The benefits aren’t just animal welfare and ridding the world of unused bones. It’s about gas, water, and a whole lot more. The CO2 production in the manufacture of meat is enormous. Not only are cows notorious farters (those four stomachs make gas emission more hearty, I guess) - but the process of breeding to baby cow to big cow to auction to slaugherhouse to plate is heavy on CO2 as well.

Most animals grow slowly as they approach peak deliciousness, and life needs food and water - lots of it. One pound (454g) of beef needs 1,799 gallons (6810 litres) of water and pork needs 576 gallons of water (2180 litres).

To put it in a more digestible manner: if you eat a ¼ pound lab-grown burger, the environmental savings – according to Pat O. Brown, CEO and founder of Impossible Foods – are huge.

When compared to a slaughter-derived burger, you’ll save the greenhouse gas emissions equivalent to driving a car 18 miles (29Km), water equivalent to what a human would drink in a couple of months, and 75 square feet (7 square metres) less land needed to produce that one burger.

The international appetite for red meat is enormous. So much so that Professor Tim Benton, of the University of Leeds, says that many people would make a bigger reduction in their carbon footprint by significantly cutting down their beef consumption than giving up their car.

(He doesn’t mention what these car-owners should order from the drive-through instead.)


The Vegan Quandary.

If the meat was never alive and never mooed, clucked or bahhed… is it really an animal product? Might the most stringent vegan guzzle a pious pork chop?

Inevitably, the online vegan community, never missing the opportunity to take a complex moral argument and make it a lot more tedious, shouty and downright unusual, has OPINIONS. Should you desire to take a peek into this world, you'll find these vegan opinions on Youtube, clustered together and pecking at each other like caged hens.

The reaction is, of course, hyperbolic. Some cautiously welcome artificially-grown meat and others – in the case of The Vegan Bros – are a little more effusive: “Fuck yes, eat that shit!”

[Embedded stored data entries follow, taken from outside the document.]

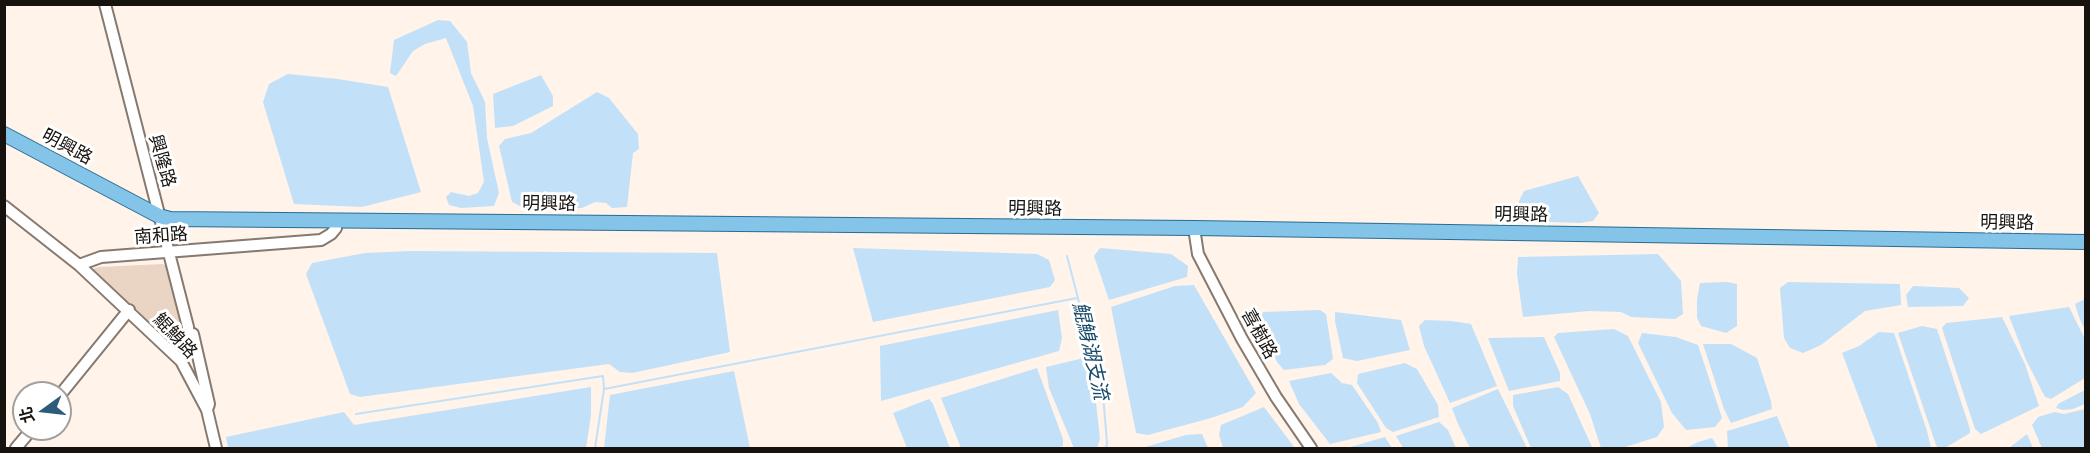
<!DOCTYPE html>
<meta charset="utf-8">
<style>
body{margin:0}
#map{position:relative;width:2090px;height:453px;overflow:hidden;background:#fff3ea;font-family:Mulish,"Noto Sans TC",sans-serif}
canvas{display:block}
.frame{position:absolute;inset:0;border:6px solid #16120e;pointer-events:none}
.north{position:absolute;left:12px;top:381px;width:60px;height:60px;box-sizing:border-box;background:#fff;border:2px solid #a2a09f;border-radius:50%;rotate:255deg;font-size:16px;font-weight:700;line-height:24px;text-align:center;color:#16120e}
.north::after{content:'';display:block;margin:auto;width:21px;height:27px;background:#2d5c7b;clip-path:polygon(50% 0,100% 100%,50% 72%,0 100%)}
</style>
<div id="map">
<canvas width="2090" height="453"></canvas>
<div class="frame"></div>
<div class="north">北</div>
</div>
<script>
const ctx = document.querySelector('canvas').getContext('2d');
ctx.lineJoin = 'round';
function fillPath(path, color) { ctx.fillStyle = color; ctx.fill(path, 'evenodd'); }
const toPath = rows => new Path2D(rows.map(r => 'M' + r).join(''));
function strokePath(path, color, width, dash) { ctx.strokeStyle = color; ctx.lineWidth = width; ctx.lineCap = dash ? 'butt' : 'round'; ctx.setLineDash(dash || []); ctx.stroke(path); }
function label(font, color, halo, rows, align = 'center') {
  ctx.font = font + ' Mulish,"Noto Sans TC",sans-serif'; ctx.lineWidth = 6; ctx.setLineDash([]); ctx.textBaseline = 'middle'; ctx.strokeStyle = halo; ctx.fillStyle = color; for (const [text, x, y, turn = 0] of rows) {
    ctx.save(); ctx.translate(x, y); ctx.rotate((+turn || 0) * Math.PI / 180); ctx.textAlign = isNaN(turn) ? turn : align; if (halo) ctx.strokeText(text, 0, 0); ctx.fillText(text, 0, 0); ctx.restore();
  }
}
fillPath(toPath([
 [163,264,166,266,187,347,179,351,137,310,100,278,94,271,94,268,99,267]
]), '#ead4c3');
fillPath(toPath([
 [438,20,450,21,467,42,471,73,485,102,487,138,499,193,494,206,461,208,449,205,446,197,451,192,469,196,478,193,484,182,473,106,446,38,425,44,413,51,396,76,390,73,394,40],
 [288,74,338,79,388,87,421,192,362,207,294,204,263,102,269,84],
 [541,75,553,96,553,106,513,126,495,128,493,94],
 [597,92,609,98,638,134,639,149,633,153,627,207,612,208,606,203,595,202,582,208,527,210,512,202,499,146,505,139,531,133],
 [1578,176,1599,213,1593,221,1580,223,1522,221,1517,211,1518,203,1524,191],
 [853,248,1037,254,1049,260,1055,280,1050,287,873,322],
 [1100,248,1171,254,1188,266,1187,277,1109,300,1094,256],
 [410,251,717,253,730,352,632,373,620,372,609,364,360,397,350,394,306,274,312,263,365,253],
 [1658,254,1681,281,1683,314,1675,319,1631,317,1621,312,1589,311,1523,317,1517,274,1518,257],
 [1727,282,1737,284,1737,326,1726,333,1701,326,1697,318,1697,299,1700,283],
 [1788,282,1900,284,1901,305,1865,311,1821,345,1803,353,1790,348,1784,338,1780,288],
 [1194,285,1256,393,1243,407,1211,418,1148,435,1136,433,1111,307,1175,286],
 [1913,286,1959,288,1969,298,1963,306,1908,307,1906,295],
 [2085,299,2085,330,2079,317,2075,304],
 [2069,307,2085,339,2085,378,2051,399,2045,397,2026,360,2009,316],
 [1058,310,1062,338,1059,351,881,401,880,346],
 [1320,310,1326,314,1333,359,1325,365,1284,370,1277,362,1258,319,1263,312],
 [1335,312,1401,320,1410,350,1357,361,1343,358,1335,321],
 [2002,317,2025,364,2039,406,1981,434,1975,429,1942,328,1946,323],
 [1425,320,1451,321,1471,324,1497,386,1450,403,1424,346,1419,326],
 [1922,326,1937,329,1970,429,1970,433,1945,448,1938,448,1936,445,1898,333],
 [1614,329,1628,336,1661,402,1664,427,1657,437,1622,448,1601,448,1590,414,1554,337,1558,333],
 [1879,332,1894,333,1927,431,1931,448,1878,448,1842,353,1859,346],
 [1642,333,1676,337,1698,345,1722,418,1715,427,1686,430,1672,413,1638,343],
 [1544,337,1560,373,1560,381,1509,391,1488,338],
 [1703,344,1731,344,1757,358,1771,401,1772,409,1731,423,1724,409],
 [1084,358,1092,367,1100,439,1097,448,1074,448,1049,388,1046,367],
 [1405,363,1417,369,1438,405,1439,417,1393,432,1386,428,1357,383,1358,374],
 [1037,368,1063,439,1063,446,1057,448,961,448,941,398],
 [734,371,750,448,604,448,610,395],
 [1331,373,1342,383,1352,385,1378,423,1381,432,1330,444,1299,404,1289,381],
 [591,387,591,415,586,448,228,448,226,437,344,412,354,425],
 [1558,387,1568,394,1592,447,1591,448,1531,448,1513,406,1513,395],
 [1498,389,1527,448,1470,448,1458,424,1452,408],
 [2085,390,2085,404,2073,409,2063,410,2056,408,2058,404],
 [929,399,933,404,950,448,907,448,893,413],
 [1264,407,1295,448,1223,448,1219,435,1221,425],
 [2085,409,2085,448,2042,448,2032,425,2038,417,2055,412,2064,414],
 [1777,416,1790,448,1728,448,1727,431],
 [1439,422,1448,430,1456,448,1403,448,1396,436],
 [1202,434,1208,448,1142,448,1186,435],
 [2027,434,2033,448,2009,448],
 [1385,437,1392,448,1347,448],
 [1712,438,1718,448,1686,448,1698,442]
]), '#c2e1f8');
strokePath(toPath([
 [1067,256,1103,394,1107,443,1106,448],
 [604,389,1077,298],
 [356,414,603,376,604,389,595,448]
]), '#c2e1f8', 2);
const minor = toPath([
 [105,4,188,327,189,345,181,361],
 [4,206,79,265,181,361,207,410,216,448],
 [1194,228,1198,254,1242,339,1276,397,1311,448],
 [79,265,101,257,321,240,331,234,336,228],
 [193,334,209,404,208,407],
 [60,395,129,310],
 [16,448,32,429]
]);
const major = toPath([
 [4,134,159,216,170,219,1194,228,2086,242]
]);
strokePath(minor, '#86796f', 14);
strokePath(major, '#286c93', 16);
strokePath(minor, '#fff', 10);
strokePath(major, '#84c4e9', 14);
label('18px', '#16120e', '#fff', [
 ["明興路",67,147,28],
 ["興隆路",162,161,74],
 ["明興路",549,204,1],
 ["明興路",1035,209,1],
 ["明興路",1521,215,1],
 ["明興路",2007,223,1],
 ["南和路",161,236,-4],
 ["喜樹路",1259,334,61],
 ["鯤鯓路",175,336,47]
]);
label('italic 20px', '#184b6b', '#fff', [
 ["鯤鯓湖支流",1090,351,77]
]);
</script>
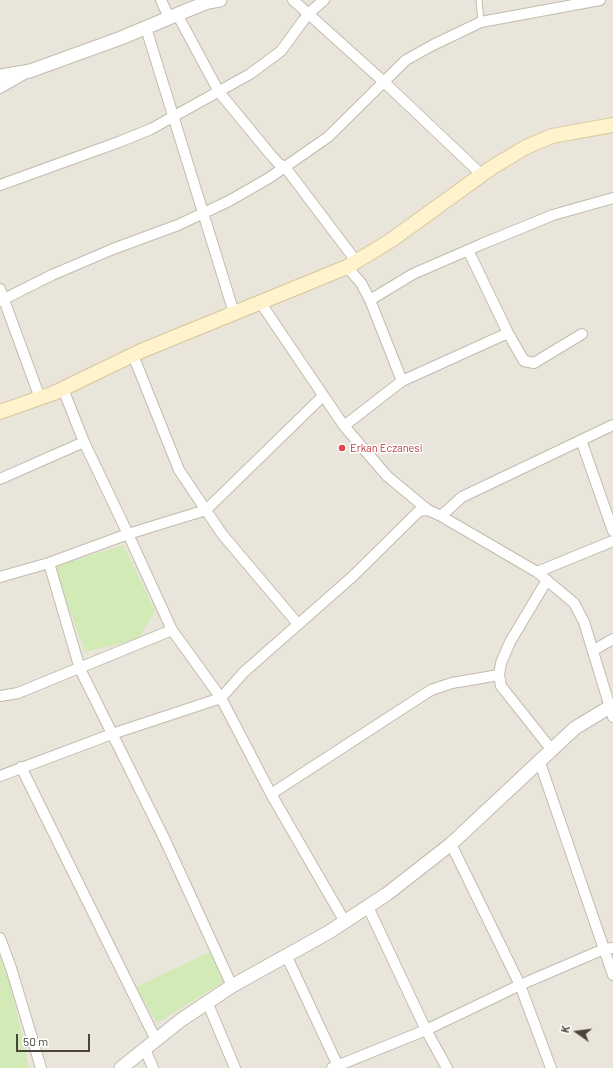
<!DOCTYPE html>
<html>
<head>
<meta charset="utf-8">
<style>
	body { margin:0 }
	#map { position:relative; width:613px; height:1068px; overflow:hidden; background:#f6f3ec; font-family:Barlow,sans-serif }
	canvas { display:block }
	.north { position:absolute; left:557px; top:1012px; width:40px; height:40px; -webkit-text-stroke:3px #fff; paint-order:stroke; rotate:284deg; font-size:11px; font-weight:700; line-height:16px; text-align:center; color:#4b4439 }
	.north::after { content:''; display:block; margin:auto; width:14px; height:18px; background:#4b4439; clip-path:polygon(50% 0,100% 100%,50% 72%,0 100%) }
	.scale { position:absolute; left:16px; top:1034px; width:74px; height:18px; box-sizing:border-box; border:2px solid #4b4439; border-top:0; padding-left:5px; font-size:12px; line-height:14px; white-space:nowrap; color:#4b4439; -webkit-text-stroke:3px #fff; paint-order:stroke }
</style>
</head>
<body>
<div id="map">
<canvas width="613" height="1068"></canvas>
<div class="north">K</div>
<div class="scale">50 m</div>
</div>
<script>
const ctx = document.querySelector('canvas').getContext('2d');
ctx.lineJoin = 'round';
function fill(path, color) {
  ctx.fillStyle = color;
  ctx.fill(path, 'evenodd');
}
function shape(rows) {
  const path = new Path2D();
  for (const r of rows) {
    path.moveTo(r[0], r[1]);
    for (let i = 2; i < r.length; i += 2) path.lineTo(r[i], r[i + 1]);
  }
  return path;
}
function strokePath(path, color, width, dash) {
  ctx.strokeStyle = color;
  ctx.lineWidth = width;
  ctx.lineCap = dash ? 'butt' : 'round';
  ctx.setLineDash(dash || []);
  ctx.stroke(path);
}
function label(font, color, halo, rows, align = 'center') {
  ctx.font = font + ' Barlow,sans-serif';
  ctx.lineWidth = 3;
  ctx.setLineDash([]);
  ctx.textBaseline = 'middle';
  ctx.strokeStyle = halo;
  ctx.fillStyle = color;
  for (const [text, x, y, turn = 0] of rows) {
    ctx.save();
    ctx.translate(x, y);
    ctx.rotate((+turn || 0) * Math.PI / 180);
    ctx.textAlign = isNaN(turn) ? turn : align;
    if (halo) ctx.strokeText(text, 0, 0);
    ctx.fillText(text, 0, 0);
    ctx.restore();
  }
}
const residential = shape([
	[0,0,613,0,613,1068,0,1068]
]);
const green = shape([
	[123,545,155,611,138,639,85,652,54,567],
	[210,952,223,982,157,1023,136,987],
	[0,958,9,979,29,1068,0,1068]
]);
const service = shape([
	[479,0,481,22]
]);
const minor = shape([
	[161,0,169,18],
	[293,0,384,82,482,175],
	[177,14,219,92,270,154,278,163,285,167,356,261],
	[146,28,234,313],
	[0,88,26,73],
	[0,185,119,142,151,129,250,74,281,51,308,14,324,0],
	[468,250,508,333,524,361,534,363,582,334],
	[347,267,361,283,370,300,402,381],
	[0,289,40,398],
	[370,300,413,274,482,244,553,215,613,198],
	[0,301,52,275,113,249,178,225,229,201,269,178,328,137,406,60,433,45,481,22,600,0],
	[260,302,344,426,387,476,428,510],
	[133,355,179,470,222,534,298,624],
	[613,425,462,497,441,516,537,572,574,603,584,622,613,717],
	[344,426,402,381,508,333],
	[581,440,613,531],
	[0,479,84,442],
	[49,563,80,669,165,840,232,986],
	[537,572,613,541],
	[0,577,49,563,128,534,84,442,63,389],
	[547,580,510,642,501,663,499,675,501,686,551,749],
	[594,650,613,639],
	[0,696,18,693,172,630],
	[539,760,613,975],
	[21,767,156,1040],
	[0,776,112,734,221,698,172,630,128,534,206,510,323,396],
	[271,794,431,690,452,683,499,675],
	[451,844,520,985,551,1068],
	[368,907,426,1030,447,1068],
	[345,922,271,794,221,698,244,672,352,577,419,511,428,510,441,516],
	[0,938,11,968,41,1068],
	[287,957,339,1068],
	[208,1004,235,1068],
	[145,1049,153,1068],
	[332,1068,426,1030,520,985,604,949,613,948]
]);
const tertiary = shape([
	[0,76,30,71,121,38,183,12,208,2,220,0],
	[121,1068,181,1020,232,986,329,932,387,894,451,844,575,728,613,705]
]);
const secondary = shape([
	[0,412,54,393,141,351,347,267,390,241,491,168,526,147,552,136,613,125]
]);
const markers = [
	[342,448,4,"#e0444e"]
];
const healthNames = [
	["Erkan Eczanesi",350,448]
];
fill(residential, '#eae5da');
fill(green, '#d2eab5');
strokePath(service, '#c2bbae', 7);
strokePath(minor, '#c2bbae', 12);
strokePath(tertiary, '#c2bbae', 15);
strokePath(secondary, '#d6c79b', 16);
strokePath(service, '#fff', 5);
strokePath(minor, '#fff', 10);
strokePath(tertiary, '#fff', 13);
strokePath(secondary, '#fff3cd', 14);
for (const [x, y, r, color] of markers) {
  const dot = new Path2D();
  dot.arc(x, y, r, 0, 2 * Math.PI);
  ctx.fillStyle = color;
  ctx.fill(dot);
  strokePath(dot, '#fff', 1.5);
}
label('11px', '#be3a42', '#fff', healthNames, 'left');
</script>
</body>
</html>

And it’s really rather a winningly simple argument - as the Bros put it: “Millions of animals lives will be saved!”

Nitpickers might ask whether growing meat counts as ‘saving’ animals who would never be born specifically to be slaughtered – but c’mon, this point is essentially moot. Who doesn’t want to eat meat that bypasses the act of an animal being chopped to bits?


The other other white meat

As always, in a world where tech evolution is leaping in exponential steps, the logical conclusion is both terrifying and terrifyingly close. So, come on, you’ll have thought about it by now: what about the forbidden meats? We could… just rustle them up too now, right?

Ever wanted to have an White Rhino steakwich? How about Panda Dippers (great with smoky BBQ sauce)? Maybe the tastiest meat you’ve never had is Elephant? Or Tiger! Or Koala! Hey, what about Human Bacon? I bet Human babies are tender? Turns out cannibalism isn't so much of a problem any more. Right?

Wait - what about invented meats? What would the hybrid meat with all the succulence of lamb, the texture of beef and flavour of pork be like? What about meat with the texture of salmon and the flavour of veal?

What about a meat that is based on nothing that actually exists - a brand new “animal” meat? How about a T-Rex sausage?

Yes, the near future is going to be weird. But really, really delicious.